• **What you will do**: Work out how many lines of the data below hold the string "Eichendorffstraße". Answer with that number alone.

• **Data listing**:
• • • • • • •

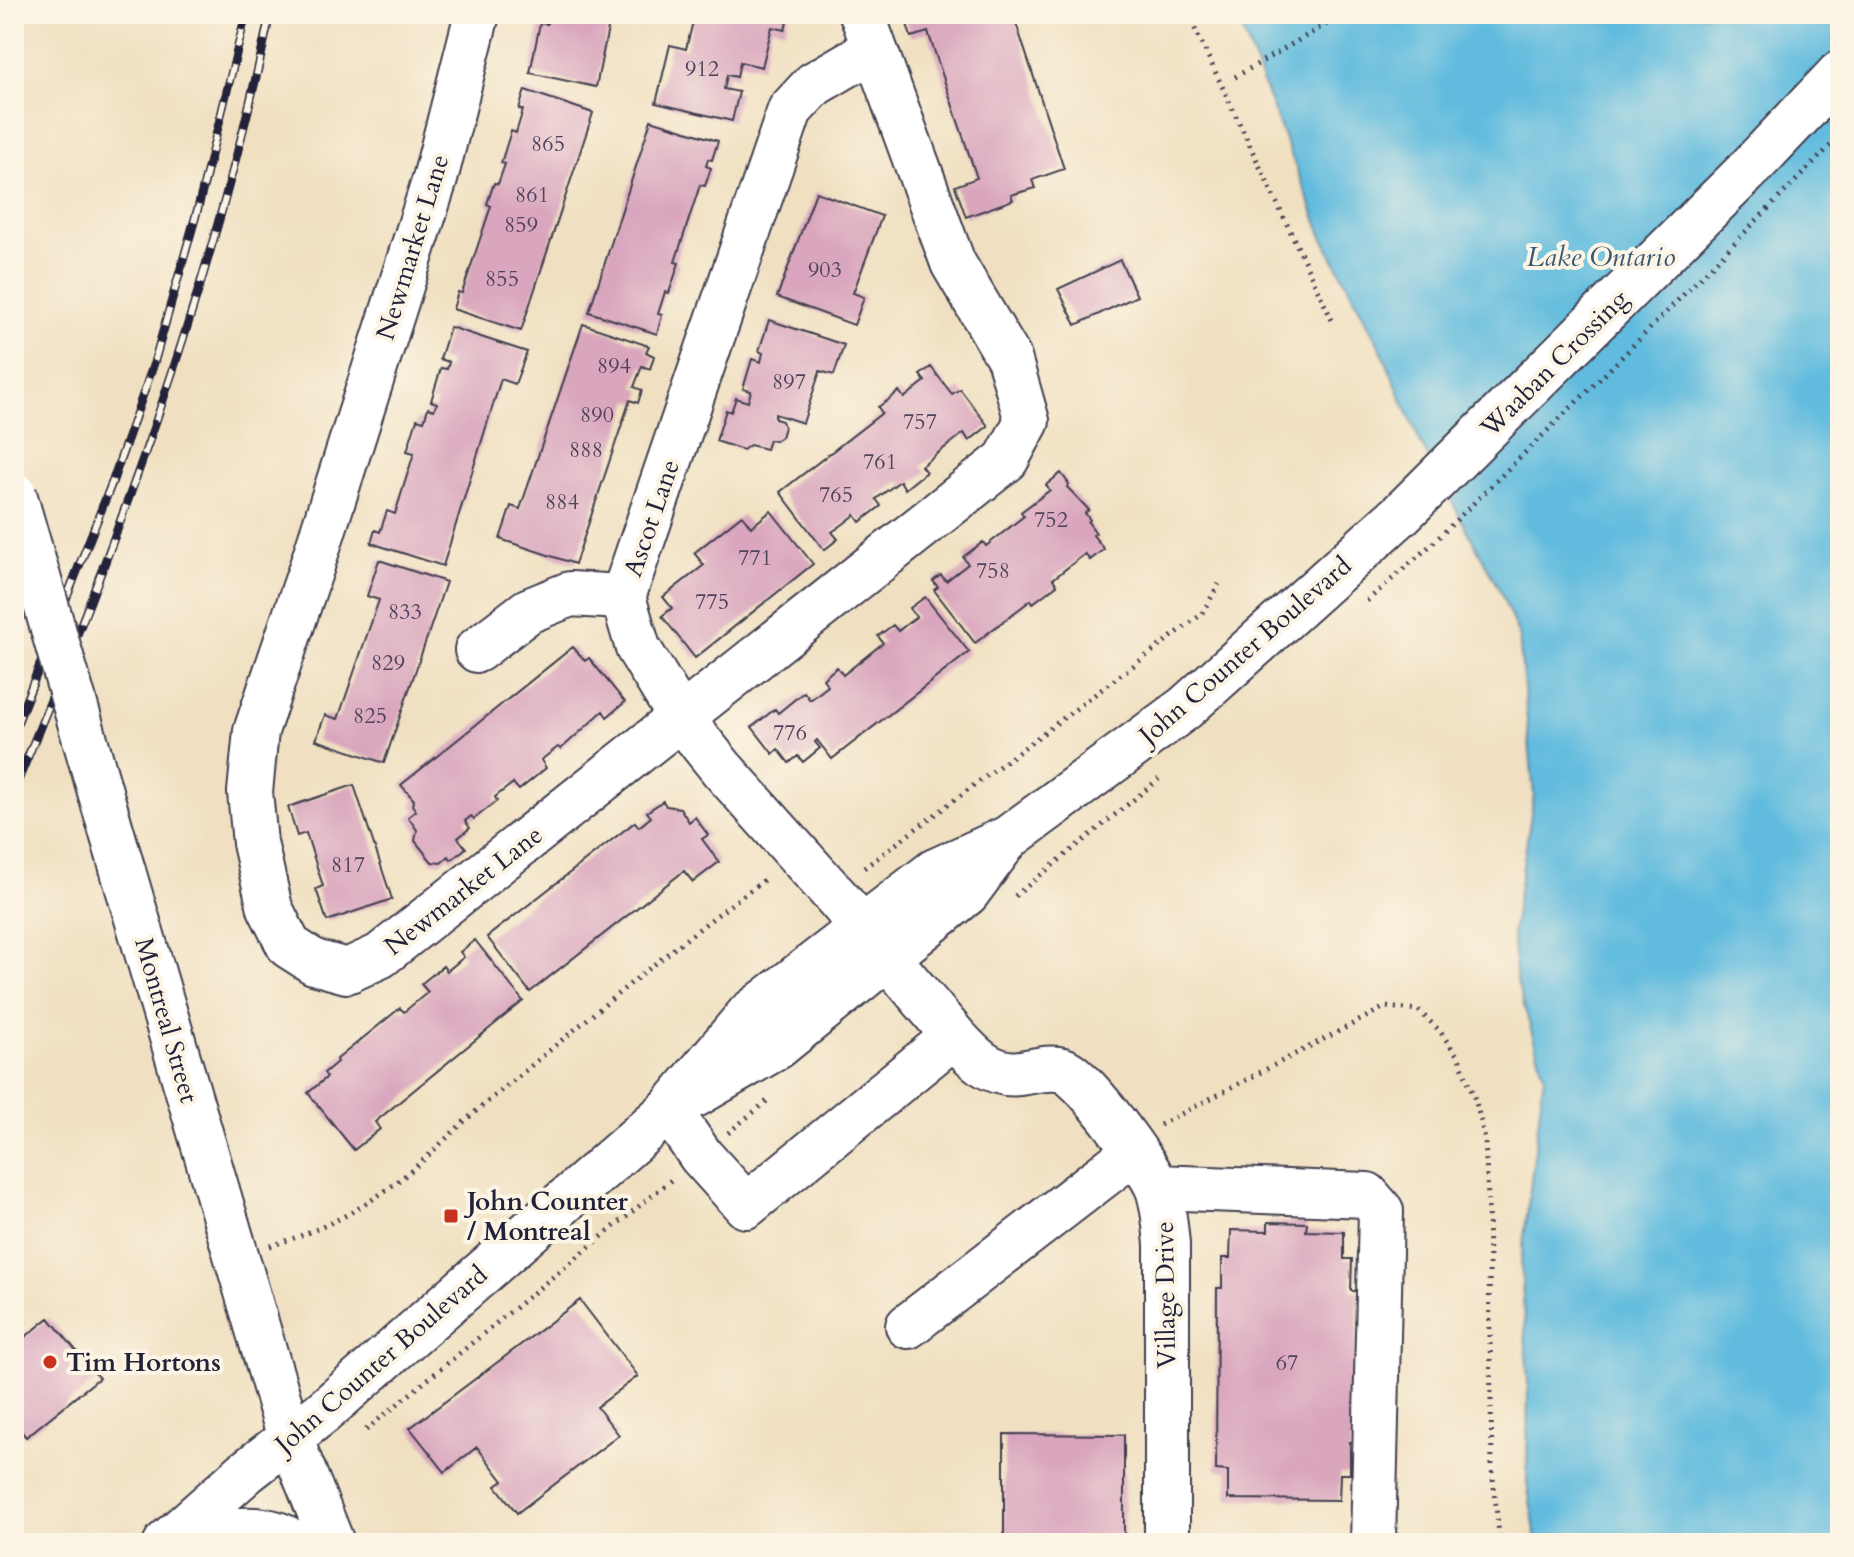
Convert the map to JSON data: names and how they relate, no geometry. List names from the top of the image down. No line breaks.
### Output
{"streets":{"main road":["Newmarket Lane","Waaban Crossing","Ascot Lane","John Counter Boulevard","Montreal Street","Village Drive"]},"crossings":[["Newmarket Lane","Ascot Lane"],["Waaban Crossing","John Counter Boulevard"],["Ascot Lane","John Counter Boulevard"],["Ascot Lane","Village Drive"],["John Counter Boulevard","Montreal Street"],["John Counter Boulevard","Village Drive"]],"water":["Lake Ontario"],"places":{"transit":["John Counter / Montreal"],"other":["Tim Hortons"]},"house_numbers":["912","865","861","859","903","855","894","897","890","757","888","761","765","884","752","771","758","775","833","829","825","776","817","67"]}
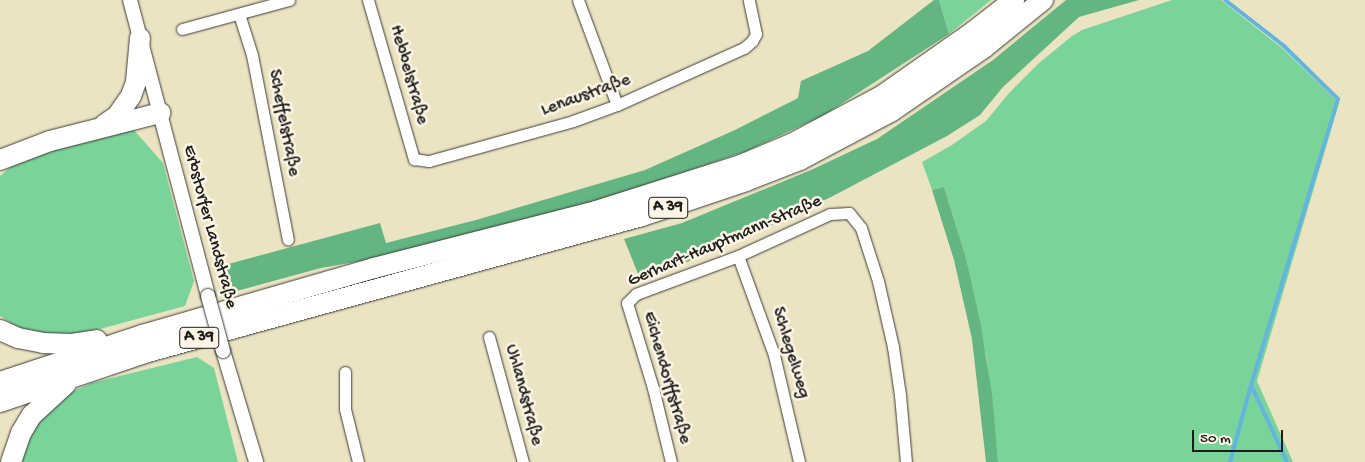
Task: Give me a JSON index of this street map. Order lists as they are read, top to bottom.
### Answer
{
  "streets": {
    "highway": ["A 39"],
    "street": [
      "Hebbelstraße",
      "Lenaustraße",
      "Scheffelstraße",
      "Erbstorfer Landstraße",
      "Gerhart-Hauptmann-Straße",
      "Schlegelweg",
      "Eichendorffstraße",
      "Uhlandstraße"
    ]
  },
  "crossings": [
    ["Hebbelstraße", "Lenaustraße"],
    ["Gerhart-Hauptmann-Straße", "Schlegelweg"],
    ["Gerhart-Hauptmann-Straße", "Eichendorffstraße"]
  ],
  "scale_bar": "50 m"
}
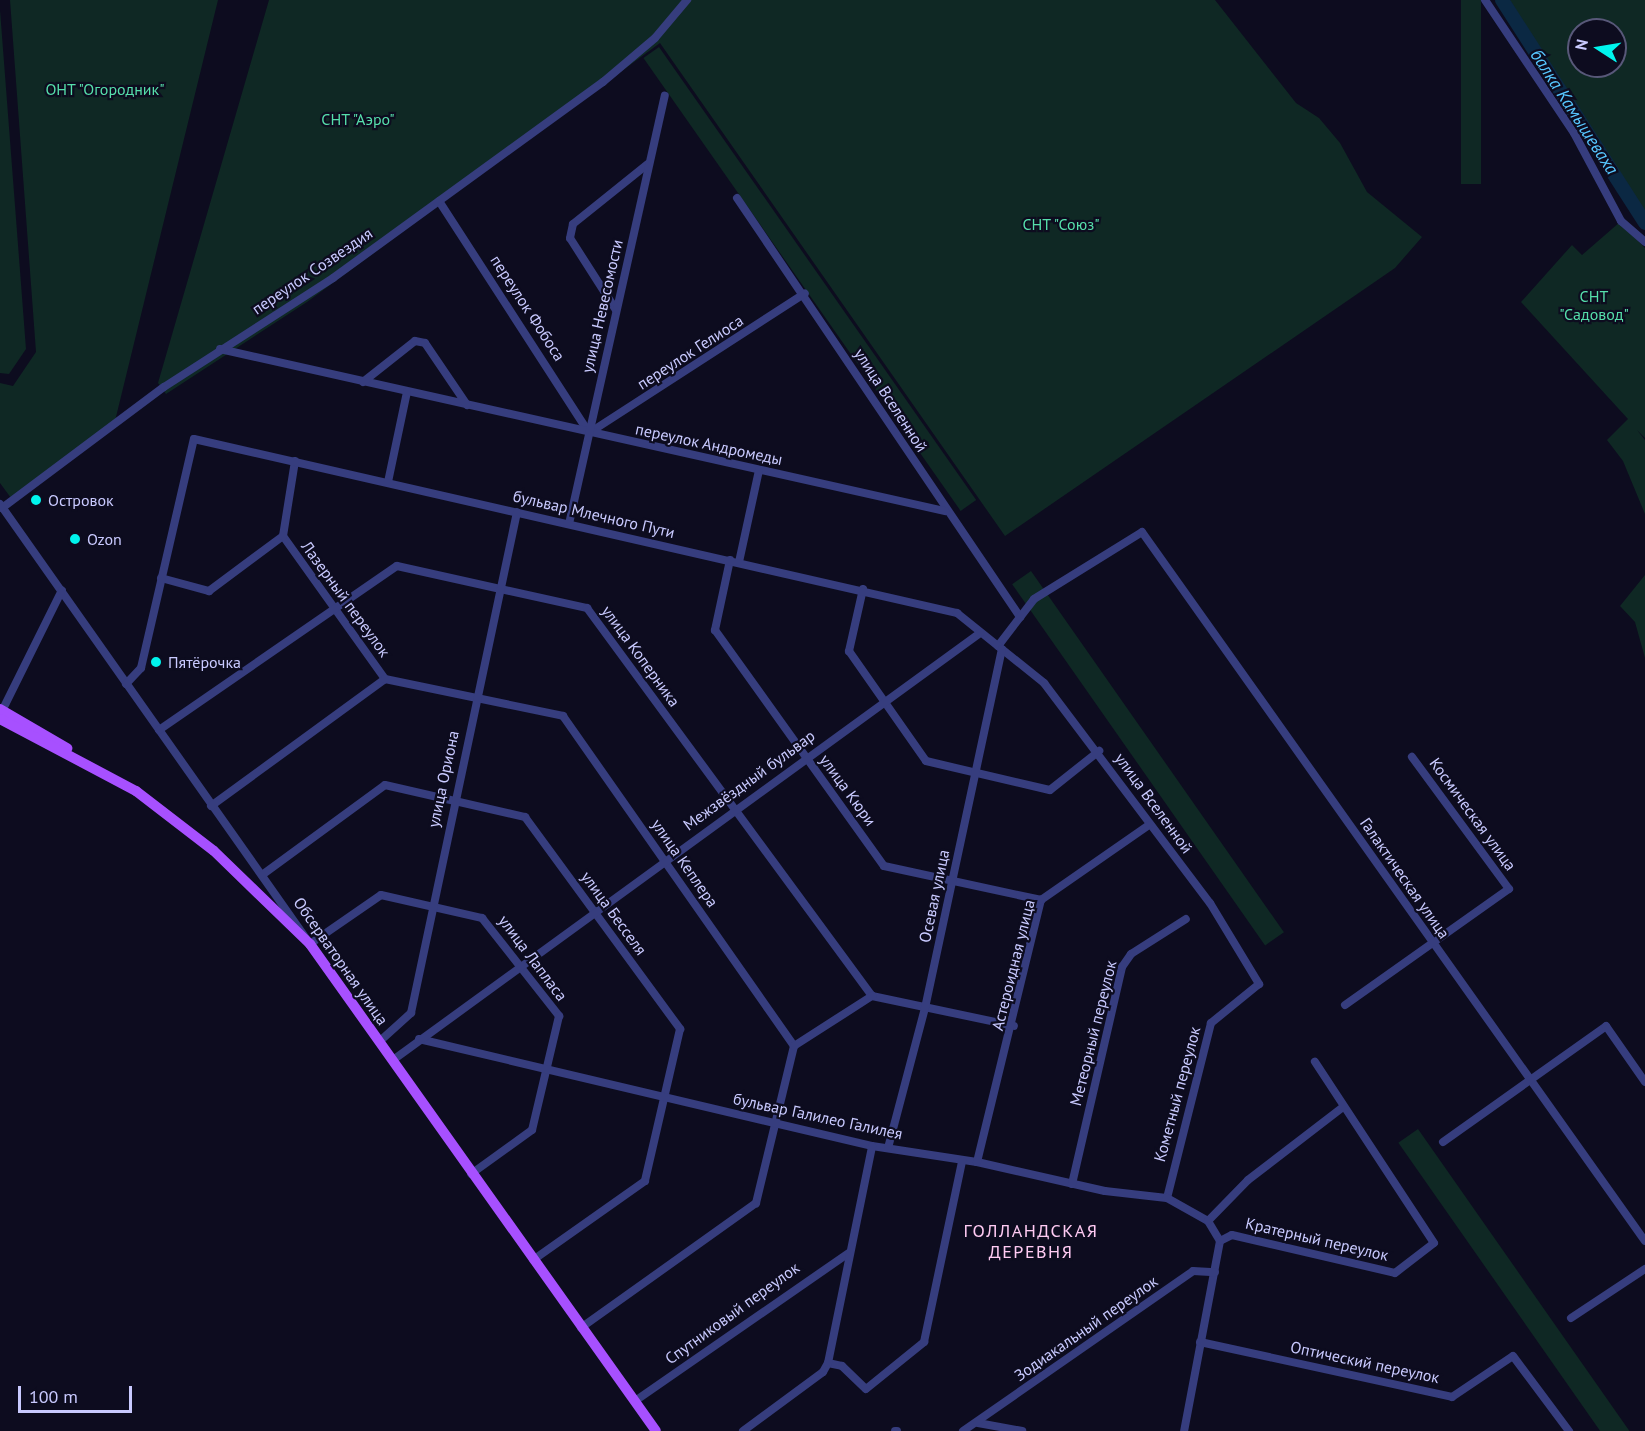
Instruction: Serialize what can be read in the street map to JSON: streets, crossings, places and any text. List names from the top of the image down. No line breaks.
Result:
{"streets":{"main road":["Обсерваторная улица"],"street":["переулок Созвездия","улица Невесомости","переулок Фобоса","переулок Гелиоса","улица Вселенной","переулок Андромеды","бульвар Млечного Пути","Лазерный переулок","улица Коперника","улица Ориона","Межзвёздный бульвар","улица Кюри","Космическая улица","улица Кеплера","Галактическая улица","Осевая улица","улица Бесселя","улица Лапласа","Астероидная улица","Метеорный переулок","Кометный переулок","бульвар Галилео Галилея","Кратерный переулок","Спутниковый переулок","Зодиакальный переулок","Оптический переулок"]},"crossings":[["переулок Созвездия","переулок Фобоса"],["переулок Созвездия","переулок Андромеды"],["переулок Созвездия","Обсерваторная улица"],["улица Невесомости","переулок Фобоса"],["улица Невесомости","переулок Гелиоса"],["улица Невесомости","переулок Андромеды"],["улица Невесомости","бульвар Млечного Пути"],["переулок Фобоса","переулок Гелиоса"],["переулок Фобоса","переулок Андромеды"],["переулок Гелиоса","улица Вселенной"],["переулок Гелиоса","переулок Андромеды"],["улица Вселенной","переулок Андромеды"],["улица Вселенной","бульвар Млечного Пути"],["улица Вселенной","Межзвёздный бульвар"],["улица Вселенной","Галактическая улица"],["улица Вселенной","Осевая улица"],["улица Вселенной","Астероидная улица"],["улица Вселенной","Кометный переулок"],["переулок Андромеды","улица Кюри"],["бульвар Млечного Пути","улица Ориона"],["бульвар Млечного Пути","Межзвёздный бульвар"],["бульвар Млечного Пути","улица Кюри"],["Лазерный переулок","улица Коперника"],["Лазерный переулок","улица Кеплера"],["улица Коперника","улица Ориона"],["улица Коперника","Межзвёздный бульвар"],["улица Коперника","Обсерваторная улица"],["улица Ориона","улица Кеплера"],["улица Ориона","улица Бесселя"],["улица Ориона","улица Лапласа"],["улица Ориона","Обсерваторная улица"],["Межзвёздный бульвар","улица Кюри"],["Межзвёздный бульвар","улица Кеплера"],["Межзвёздный бульвар","улица Бесселя"],["Межзвёздный бульвар","улица Лапласа"],["Межзвёздный бульвар","Обсерваторная улица"],["Межзвёздный бульвар","бульвар Галилео Галилея"],["улица Кюри","Осевая улица"],["улица Кюри","Астероидная улица"],["Космическая улица","Галактическая улица"],["Осевая улица","бульвар Галилео Галилея"],["улица Бесселя","Обсерваторная улица"],["улица Бесселя","бульвар Галилео Галилея"],["улица Лапласа","Обсерваторная улица"],["улица Лапласа","бульвар Галилео Галилея"],["Обсерваторная улица","Спутниковый переулок"],["Астероидная улица","бульвар Галилео Галилея"],["Метеорный переулок","бульвар Галилео Галилея"],["Кометный переулок","бульвар Галилео Галилея"]],"districts":["ГОЛЛАНДСКАЯ ДЕРЕВНЯ"],"water":["балка Камышеваха"],"parks":["ОНТ \"Огородник\"","СНТ \"Аэро\"","СНТ \"Союз\"","СНТ \"Садовод\""],"places":["Островок","Ozon","Пятёрочка"],"scale_bar":"100 m","north":"left"}
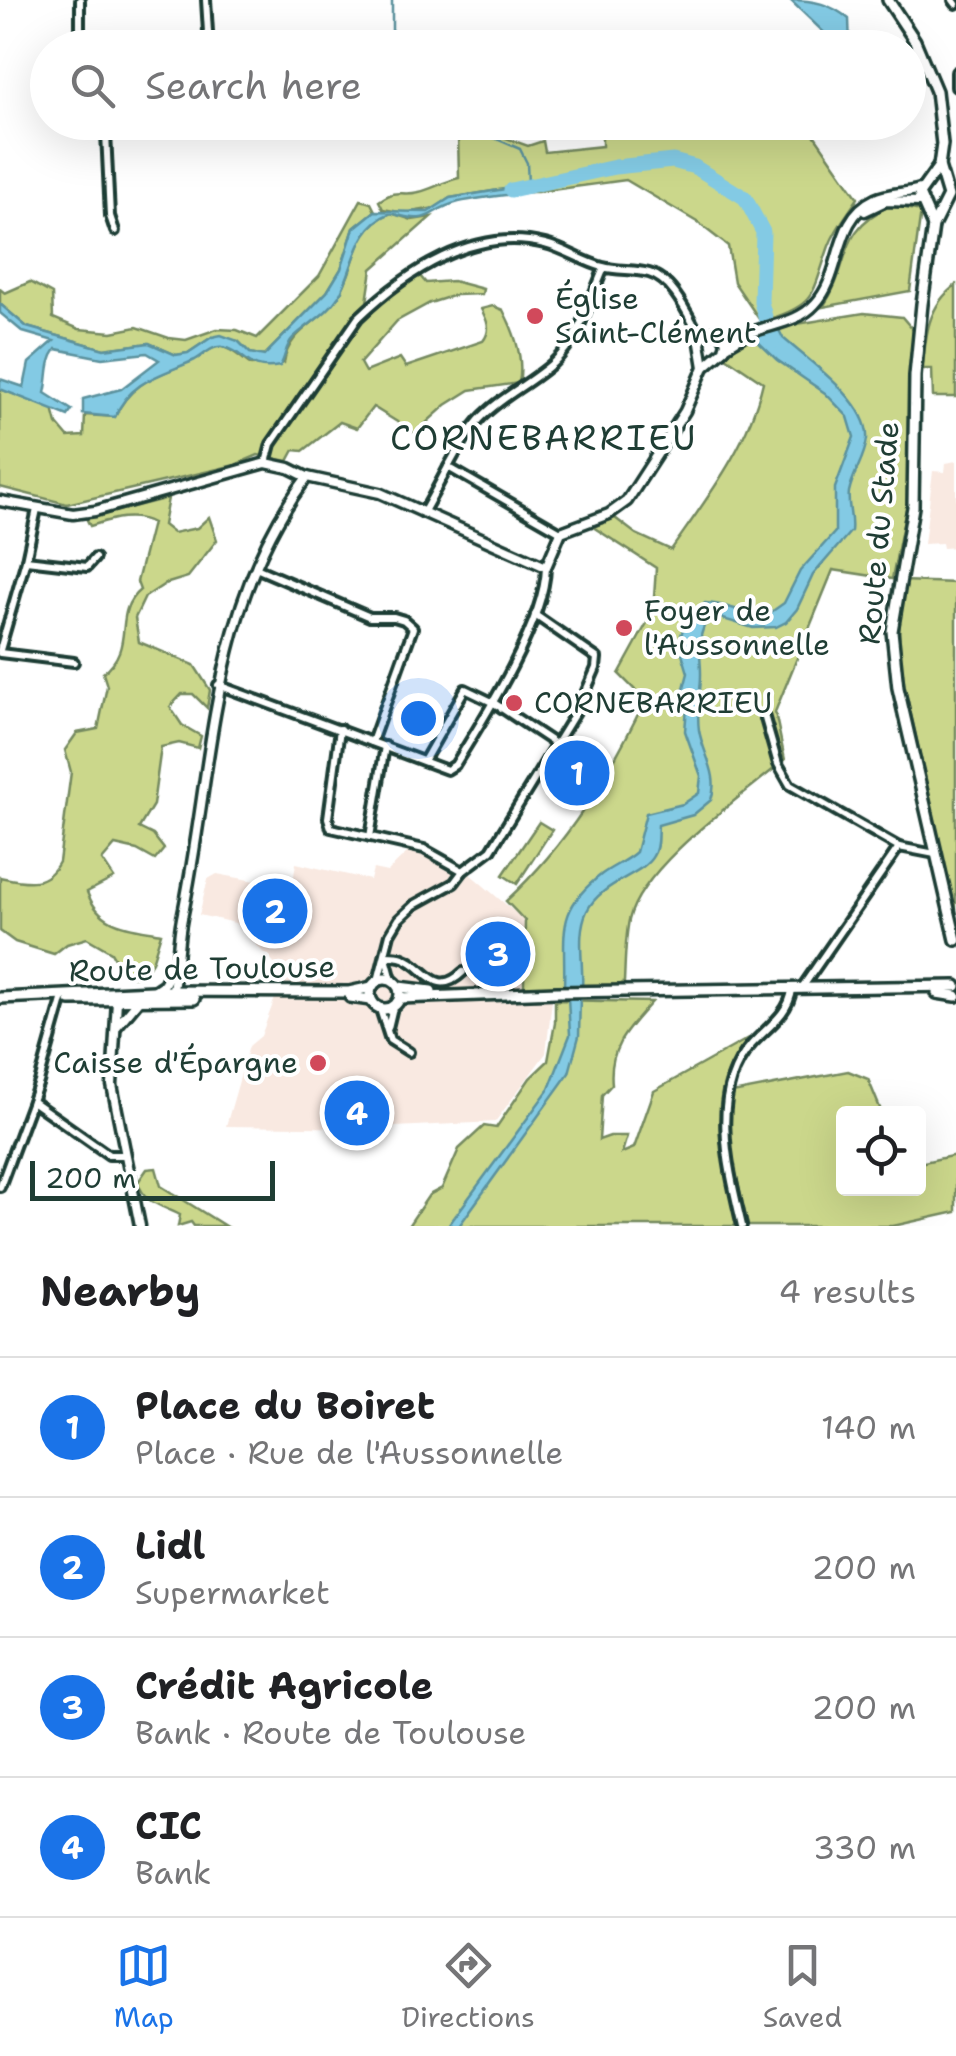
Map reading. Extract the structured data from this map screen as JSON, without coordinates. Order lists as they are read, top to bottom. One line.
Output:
{"streets":{"main road":["Route du Stade","Route de Toulouse"]},"districts":["CORNEBARRIEU"],"places":["Église Saint-Clément","Foyer de l'Aussonnelle","CORNEBARRIEU","Caisse d'Épargne"],"scale_bar":"200 m","page":{"search":"Search here","pins":["1","2","3","4"],"scale":"200 m","heading":["Nearby","4 results"],"list":[{"mark":"1","name":"Place du Boiret","note":"Place · Rue de l'Aussonnelle","value":"140 m"},{"mark":"2","name":"Lidl","note":"Supermarket","value":"200 m"},{"mark":"3","name":"Crédit Agricole","note":"Bank · Route de Toulouse","value":"200 m"},{"mark":"4","name":"CIC","note":"Bank","value":"330 m"}],"nav":["Map","Directions","Saved"]}}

• • • • • • •

• **Solution below**: 2